MCS : J’ai dans mes connaissances proches, le cas d’une jeune femme qui a été scolarisée, jusque vers l’âge de 12 ans, dans un établissement de l’école Steiner, laquelle fait des miracles pour les élèves de profils “philosophe”, “animateur”, “solidaire” et “participatif”. C’était bien sûr pour favoriser au mieux le développement complet de ses talents et ne pas brimer sa personnalité que ses parents l’avaient scolarisée dans une école de ce type. Personne n’avait compris que, en réalité, elle s’y ennuyait comme un rat mort et qu’elle a commencé à revivre lorsqu’elle a été scolarisée à l’école publique pour renouer avec les filières de sélection qui commencent à la pré-adolescence. « J’hallucinais le jour où je suis arrivée à l’école publique », me racontait-elle des années plus tard, l’œil encore tout vif de bonheur à ce souvenir. « Dès le premier matin, on a eu un test chronométré avec une note à la fin : le rêve ! ». Manifestement elle était, ce qui s’est largement révélé par la suite, une personne de type novateur et compétiteur (et probablement gestionnaire aussi !) pour reprendre ta terminologie.

« Il s’agit alors parfois de faire de véritables fouilles archéologiques pour retrouver les sources d’énergie. »

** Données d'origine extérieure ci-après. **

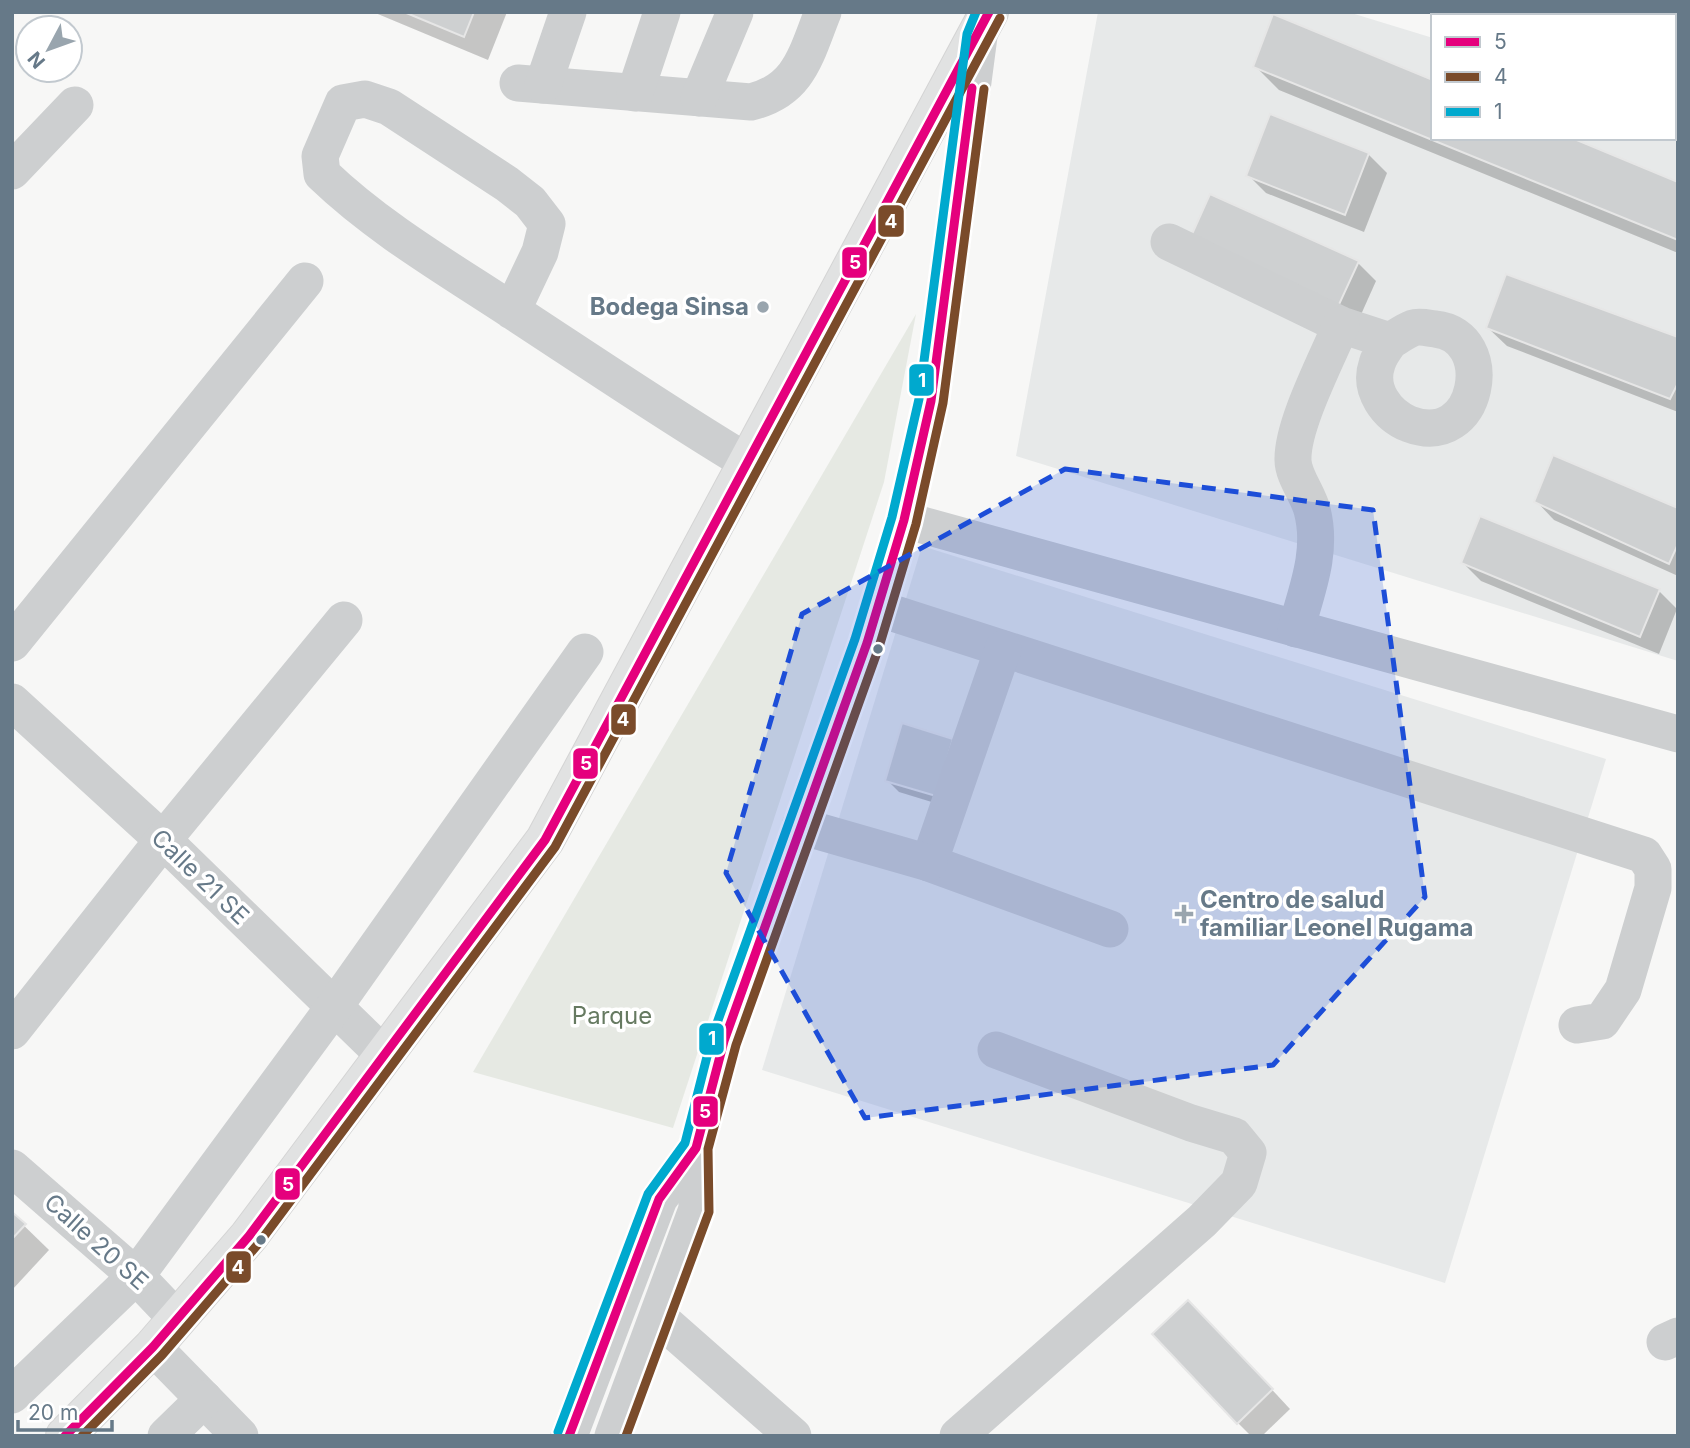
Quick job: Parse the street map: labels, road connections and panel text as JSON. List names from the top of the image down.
{
  "streets": {
    "street": ["Calle 21 SE", "Calle 20 SE"]
  },
  "parks": ["Parque"],
  "places": {
    "other": ["Bodega Sinsa"],
    "health": ["Centro de salud familiar Leonel Rugama"]
  },
  "lines": ["transit line 5", "transit line 1", "transit line 4"],
  "legend": ["5", "4", "1"],
  "scale_bar": "20 m",
  "north": "bottom left"
}
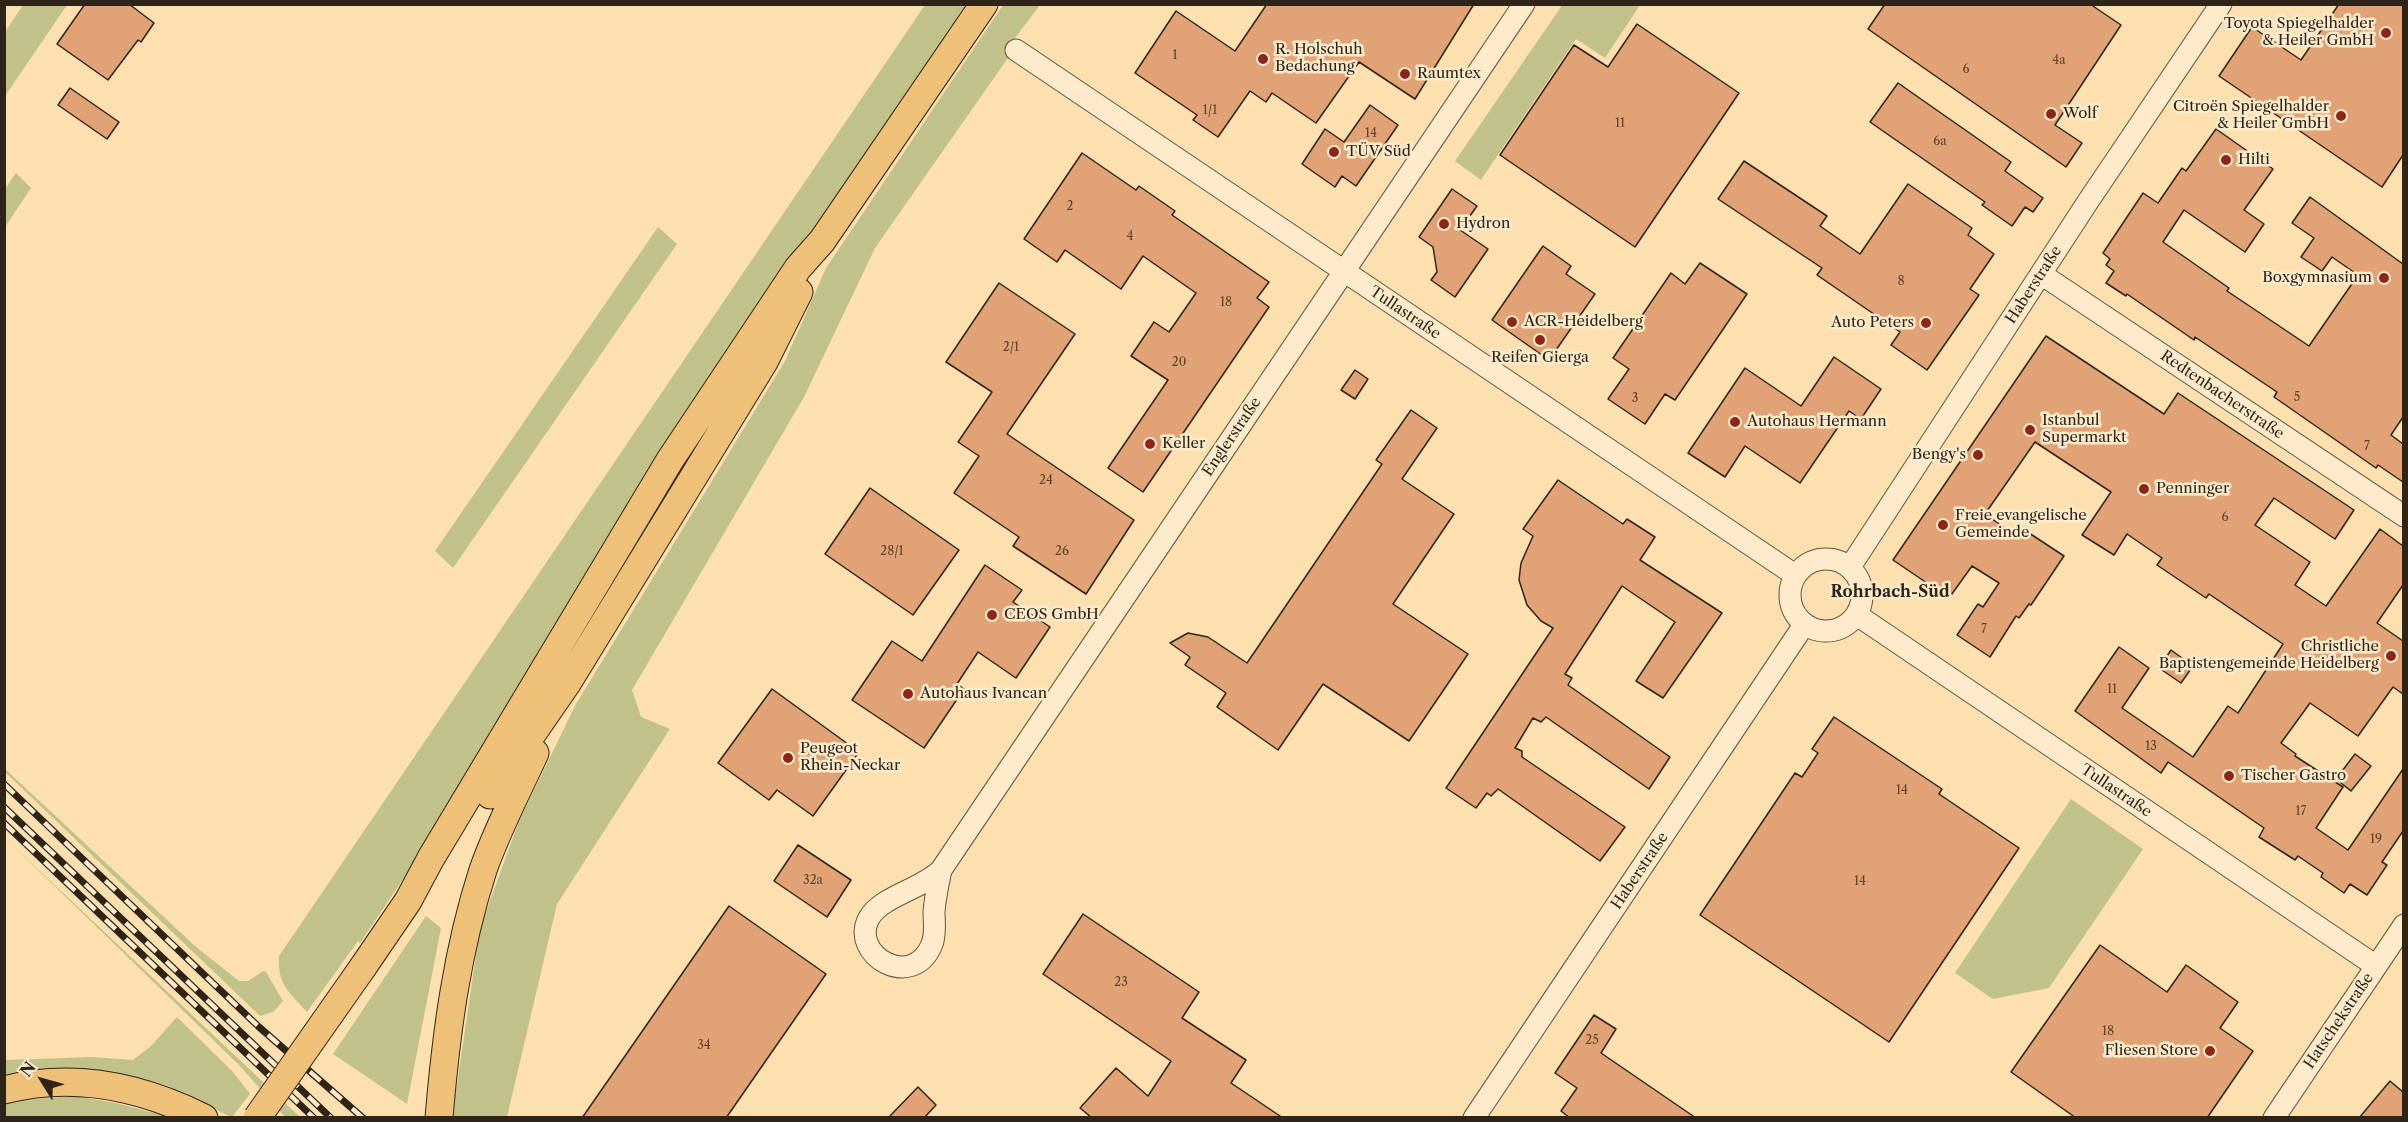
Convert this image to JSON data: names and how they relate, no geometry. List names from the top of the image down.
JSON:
{
  "streets": {
    "street": [
      "Haberstraße",
      "Tullastraße",
      "Redtenbacherstraße",
      "Englerstraße",
      "Hatschekstraße"
    ]
  },
  "crossings": [
    ["Haberstraße", "Tullastraße"],
    ["Haberstraße", "Redtenbacherstraße"],
    ["Tullastraße", "Englerstraße"],
    ["Tullastraße", "Hatschekstraße"]
  ],
  "districts": ["Rohrbach-Süd"],
  "places": [
    "Toyota Spiegelhalder & Heiler GmbH",
    "R. Holschuh Bedachung",
    "Raumtex",
    "Wolf",
    "Citroën Spiegelhalder & Heiler GmbH",
    "TÜV Süd",
    "Hilti",
    "Hydron",
    "Boxgymnasium",
    "ACR-Heidelberg",
    "Auto Peters",
    "Reifen Gierga",
    "Autohaus Hermann",
    "Istanbul Supermarkt",
    "Keller",
    "Bengy's",
    "Penninger",
    "Freie evangelische Gemeinde",
    "CEOS GmbH",
    "Christliche Baptistengemeinde Heidelberg",
    "Autohaus Ivancan",
    "Peugeot Rhein-Neckar",
    "Tischer Gastro",
    "Fliesen Store"
  ],
  "house_numbers": [
    "1",
    "4a",
    "6",
    "1/1",
    "11",
    "14",
    "6a",
    "2",
    "4",
    "8",
    "18",
    "2/1",
    "20",
    "5",
    "3",
    "7",
    "24",
    "6",
    "28/1",
    "26",
    "7",
    "11",
    "13",
    "14",
    "17",
    "19",
    "32a",
    "14",
    "23",
    "18",
    "25",
    "34"
  ],
  "north": "top left"
}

Entrer dans la compréhension des personnes par les motivations primaires ou bio-types pourrait nous permettre de cesser d’opposer les écoles de pédagogies différentes comme des lieux où s’opposent des vérités sur l’éducation qui ont à se combattre. Elles sont en réalité des lieux éducatifs pensés par certains types de profils pour les élèves de certains profils, sans qu’on s’en soit vraiment avisé.

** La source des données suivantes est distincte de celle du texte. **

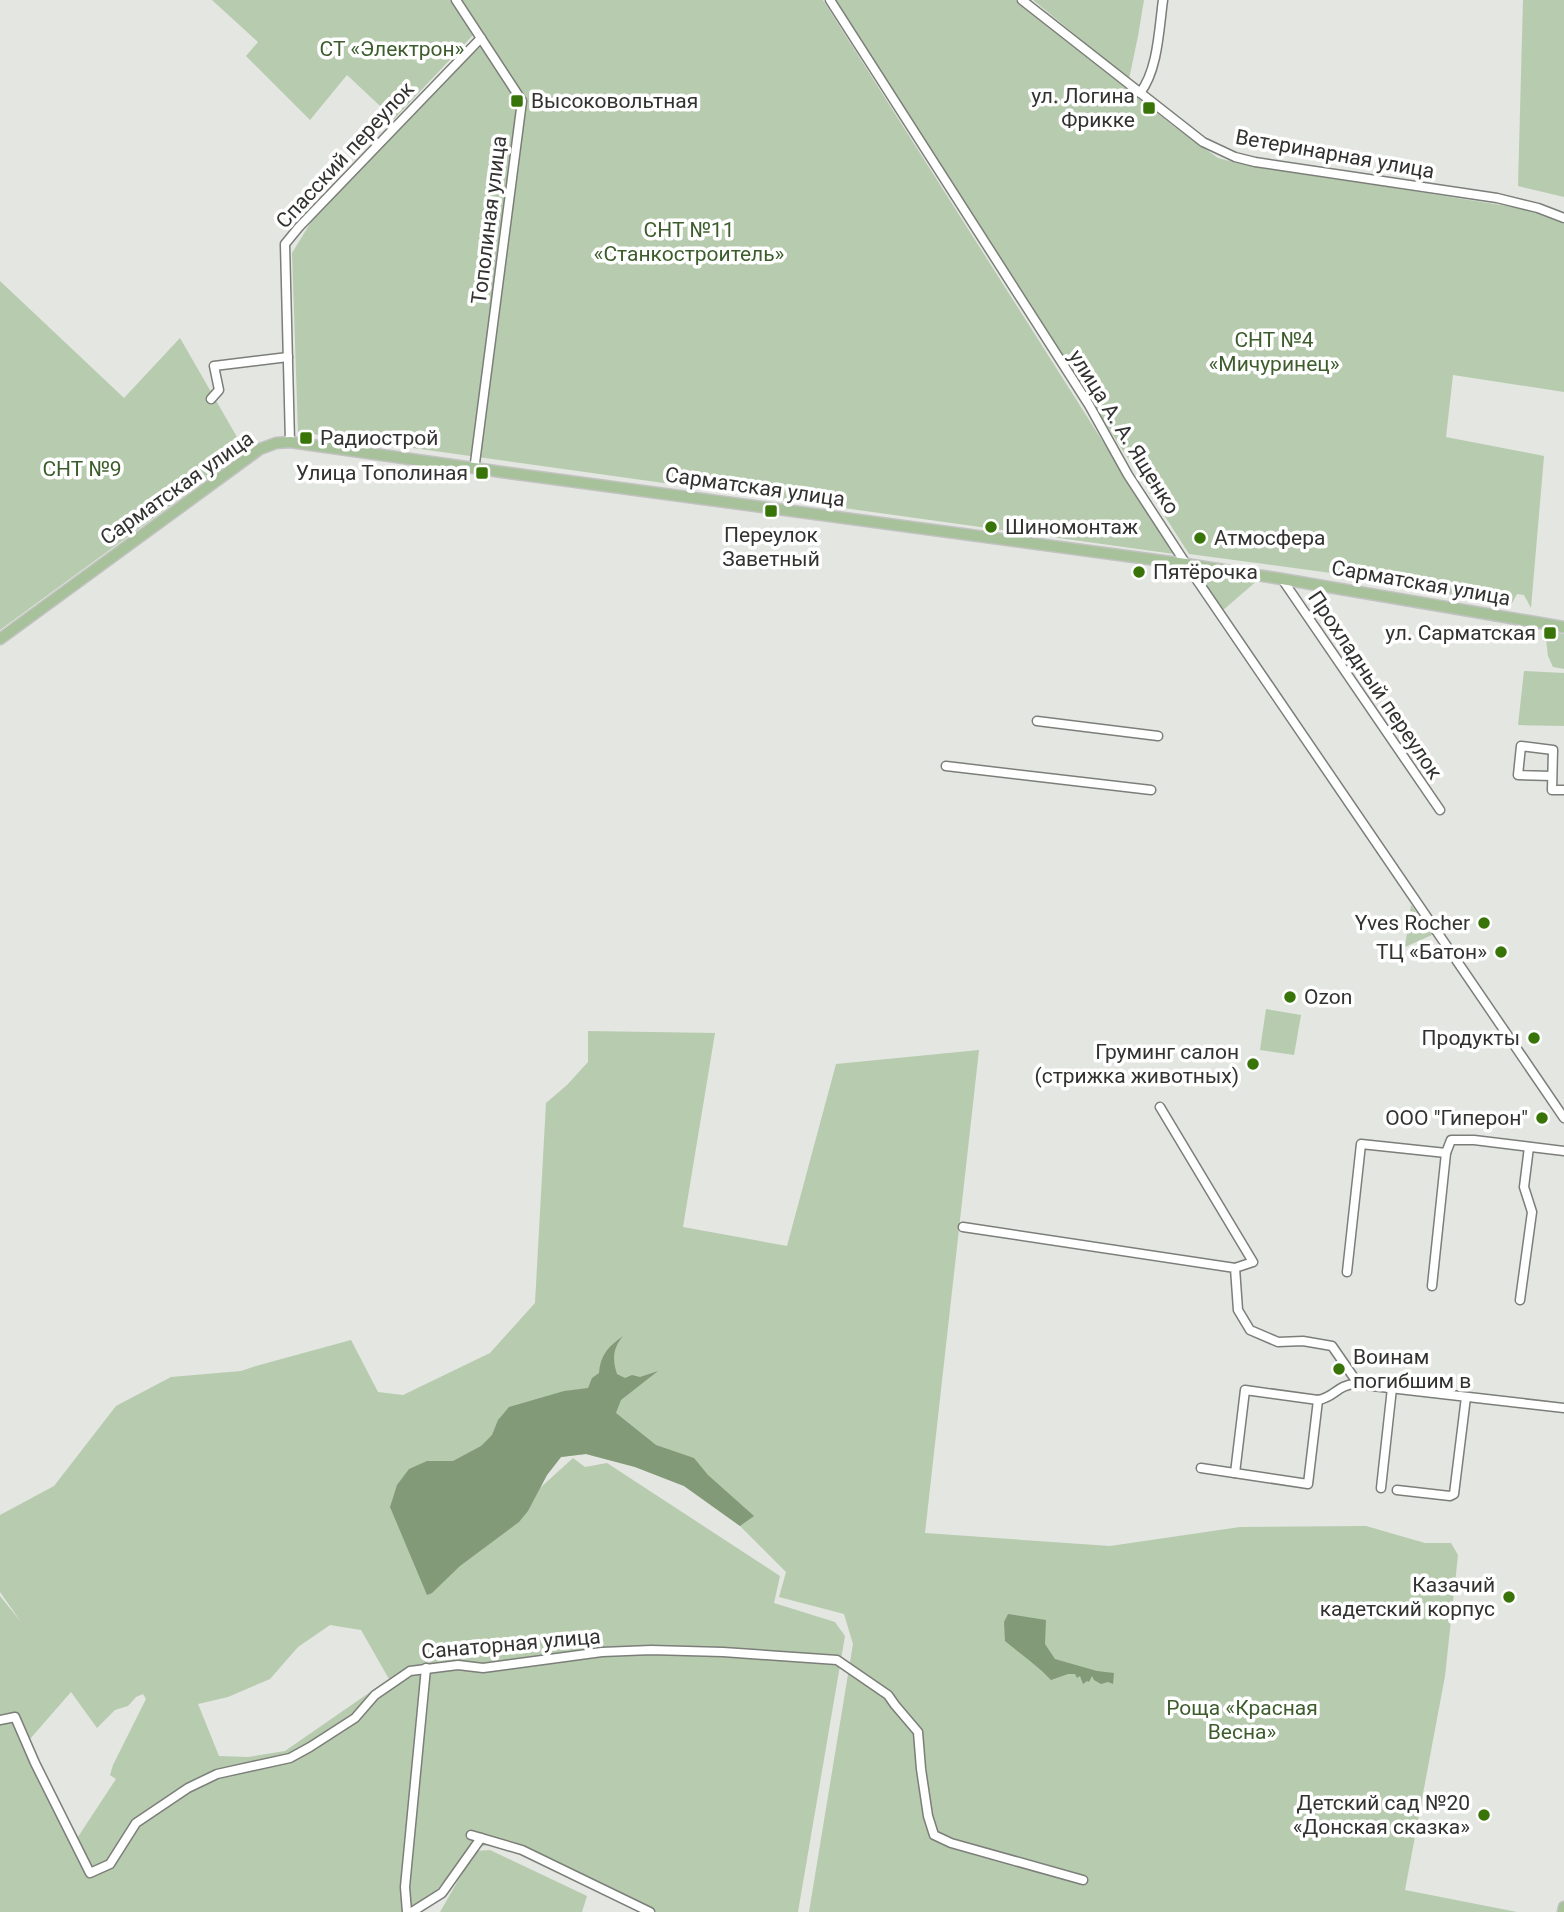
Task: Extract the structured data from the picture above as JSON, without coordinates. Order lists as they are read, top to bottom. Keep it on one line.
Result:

Depuis que nous avons commencé à publier ces billets, je rencontre de plus en plus de personnes, la plupart ayant fort bien “réussi dans la vie”, pour employer l’expression consacrée, me raconter combien leurs années d’école ont été cauchemardesques. “J’ai 200 ans”, me dit cet ingénieur, supérieurement intelligent et vif d’esprit. “J’ai 200 ans parce que j’ai passé ma scolarité à essayer de deviner combien de minutes avaient passé depuis la dernière fois où j’avais regardé ma montre”. “J’étais le cancre, me dit cet autre coach influent, éjecté des meilleures filières que j’ai rejointes, plus tard, quand j’ai découvert mes talents de communicateur”. La corrélation entre les résultats scolaires et la réussite professionnelle par la suite n’est pas aussi forte qu’on pourrait le croire. Je me suis laissé dire, mais il faudrait vérifier l’information, qu’il n’y a aucune corrélation entre les bons résultats des étudiants de l’EPFL et ce que certains deviennent ensuite, comme innovateurs reconnus : ces derniers ne faisaient pas partie des meilleurs étudiants qui, eux, viennent, renouveler le corps professoral. Les cas que je cite sont des histoires qui ont bien fini. Mais pour quelques-unes de cet acabit, combien d’adultes abîmés à jamais dans l’estime qu’ils ont d’eux-mêmes ?

« L’éducation doit viser au plein épanouissement de la personnalité
humaine (…) »

CVV : L’impact de la suprématie des motivations secondaires est le suivant. A l’âge adulte, la notion de “devoir”, deviendra dans ce cas plus grande que celles de motivation, d’envie, de désir et de plaisir. Il arrive donc que les motivations primaires soient refoulées, ou non-exprimées, ou non nourries. Le vécu dans ce cas est du stress, une perte de sens, un manque d’énergie et de vitalité, du cynisme. Et à l’extrême, c’est ce que l’on appelle une “dépression molle”. La dépression molle se marque par un manque d’énergie, une non-envie, un manque de désir, un manque d’élan. Tout semble “bofffff”. De l’ennui dans la vie. La personne fonctionnera, se lèvera le matin, et errera à la recherche de quelque chose de non-conscient, ignorant qu’elle regorge de ressources, de motivation profonde, et que celle-ci est bien présente, mais enfouie et non-nourrie. Il s’agit alors parfois de faire de véritables fouilles archéologiques pour retrouver les sources d’énergie. Les conséquences à l’âge adulte peuvent être extrêmement importantes : stress, sensation de manque de repères, manque de sens, fatigue, sensation de ne pas savoir par où aller, de ne pas se connaître.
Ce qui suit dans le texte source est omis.